India will also have to battle the prevailing air of trade protectionism, fuelled by the Donald Trump administration in the United States. “The very same nations which have benefitted the most from global liberalisation are now espousing protectionism,” Teaotia said.
Richer nations, led by the US and the European Union, have also supported the idea of a set of global rules for e-commerce. Australia, Switzerland and Norway have made arguments on its behalf. Another group of nations, led by China, are pushing for a similar TFA on investment.
The government feels allowing such a discussion at the WTO would be akin to handing over policy space to decide on things such as our foreign direct investment norms and arbitration clauses.
Senior government officials add that getting the developed economies to agree to India’s agricultural demands will be an uphill task. The development-based issues of the Doha Development Agenda (DDA) have continued to be sidetracked by richer nations, which had built their economies on agri export.
Following India’s agreement with the US on the issue in 2013, the Bali ministerial conference came up with the ‘peace clause’ that permitted implementation of India’s food security programme till a solution was found. This allows India to procure and stock foodgrain for distribution to the poor without being penalised by WTO members even if it breaches the 10 per cent subsidy cap prescribed by the multilateral trade body.
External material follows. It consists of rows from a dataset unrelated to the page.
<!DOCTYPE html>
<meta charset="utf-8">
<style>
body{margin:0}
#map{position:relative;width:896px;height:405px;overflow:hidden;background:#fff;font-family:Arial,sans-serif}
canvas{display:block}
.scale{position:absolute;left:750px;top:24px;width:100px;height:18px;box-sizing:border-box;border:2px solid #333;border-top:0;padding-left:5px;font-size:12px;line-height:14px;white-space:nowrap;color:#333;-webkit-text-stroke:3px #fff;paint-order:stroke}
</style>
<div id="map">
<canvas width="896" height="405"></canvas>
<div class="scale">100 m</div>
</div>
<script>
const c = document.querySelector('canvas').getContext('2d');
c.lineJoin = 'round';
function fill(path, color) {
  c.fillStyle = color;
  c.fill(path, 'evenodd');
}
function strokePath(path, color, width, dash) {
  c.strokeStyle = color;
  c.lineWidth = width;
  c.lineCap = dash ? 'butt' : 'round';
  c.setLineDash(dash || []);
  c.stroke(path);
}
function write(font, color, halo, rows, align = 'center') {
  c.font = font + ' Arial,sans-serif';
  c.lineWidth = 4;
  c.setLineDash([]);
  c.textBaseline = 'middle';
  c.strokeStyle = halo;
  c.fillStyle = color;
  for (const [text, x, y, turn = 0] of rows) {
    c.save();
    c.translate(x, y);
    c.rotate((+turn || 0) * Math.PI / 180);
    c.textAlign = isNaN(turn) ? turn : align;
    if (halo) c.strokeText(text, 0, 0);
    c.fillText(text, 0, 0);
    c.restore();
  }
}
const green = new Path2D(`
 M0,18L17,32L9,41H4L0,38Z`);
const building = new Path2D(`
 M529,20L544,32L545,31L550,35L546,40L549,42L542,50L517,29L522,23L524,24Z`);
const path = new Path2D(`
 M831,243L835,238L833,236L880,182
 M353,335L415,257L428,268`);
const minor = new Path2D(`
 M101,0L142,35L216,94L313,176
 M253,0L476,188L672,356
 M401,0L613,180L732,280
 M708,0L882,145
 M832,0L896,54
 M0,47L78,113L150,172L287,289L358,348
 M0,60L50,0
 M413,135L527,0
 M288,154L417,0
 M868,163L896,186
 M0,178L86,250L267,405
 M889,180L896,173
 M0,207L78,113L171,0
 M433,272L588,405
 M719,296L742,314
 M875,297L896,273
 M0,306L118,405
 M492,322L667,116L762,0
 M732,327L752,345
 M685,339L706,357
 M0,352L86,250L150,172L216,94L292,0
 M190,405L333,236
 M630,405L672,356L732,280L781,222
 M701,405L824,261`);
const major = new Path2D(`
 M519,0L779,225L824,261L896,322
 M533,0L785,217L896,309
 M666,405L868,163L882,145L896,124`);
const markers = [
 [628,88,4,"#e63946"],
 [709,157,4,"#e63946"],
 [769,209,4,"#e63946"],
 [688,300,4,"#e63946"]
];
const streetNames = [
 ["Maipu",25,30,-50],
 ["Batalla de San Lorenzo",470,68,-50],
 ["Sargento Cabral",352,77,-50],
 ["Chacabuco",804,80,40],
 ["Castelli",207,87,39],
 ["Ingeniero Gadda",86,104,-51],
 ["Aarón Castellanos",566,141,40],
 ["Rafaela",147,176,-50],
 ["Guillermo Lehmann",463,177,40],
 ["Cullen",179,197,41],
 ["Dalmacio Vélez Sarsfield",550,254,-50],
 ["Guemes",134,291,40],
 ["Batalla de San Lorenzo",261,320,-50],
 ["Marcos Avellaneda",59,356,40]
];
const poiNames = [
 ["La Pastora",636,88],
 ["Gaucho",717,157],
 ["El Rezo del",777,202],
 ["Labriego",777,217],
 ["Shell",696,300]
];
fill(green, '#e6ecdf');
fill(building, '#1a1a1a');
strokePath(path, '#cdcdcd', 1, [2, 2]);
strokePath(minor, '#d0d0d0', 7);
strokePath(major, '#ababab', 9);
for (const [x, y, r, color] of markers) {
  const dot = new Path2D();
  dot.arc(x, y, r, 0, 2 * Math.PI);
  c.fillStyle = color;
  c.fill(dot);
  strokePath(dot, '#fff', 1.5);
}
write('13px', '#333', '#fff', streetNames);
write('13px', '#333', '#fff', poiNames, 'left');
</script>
In the search for a permanent solution, India has proposed either amending the formula to calculate the food subsidy cap of 10 per cent (based on the reference prices of 1986-88) or allowing such schemes outside the purview of subsidy caps. India also plans to formalise the Special Safeguards Mechanism, a long-standing demand of developing nations; these allow countries to temporarily raise tariffs to deal with surging import and subsequent price falls.
However, the DDA, adopted in 2001 at the fourth ministerial conference, has not seen much progress in the past 16 years, even as quite a few poorer economies have adapted to changes in the global economy and switched camps to the developed side of the negotiations.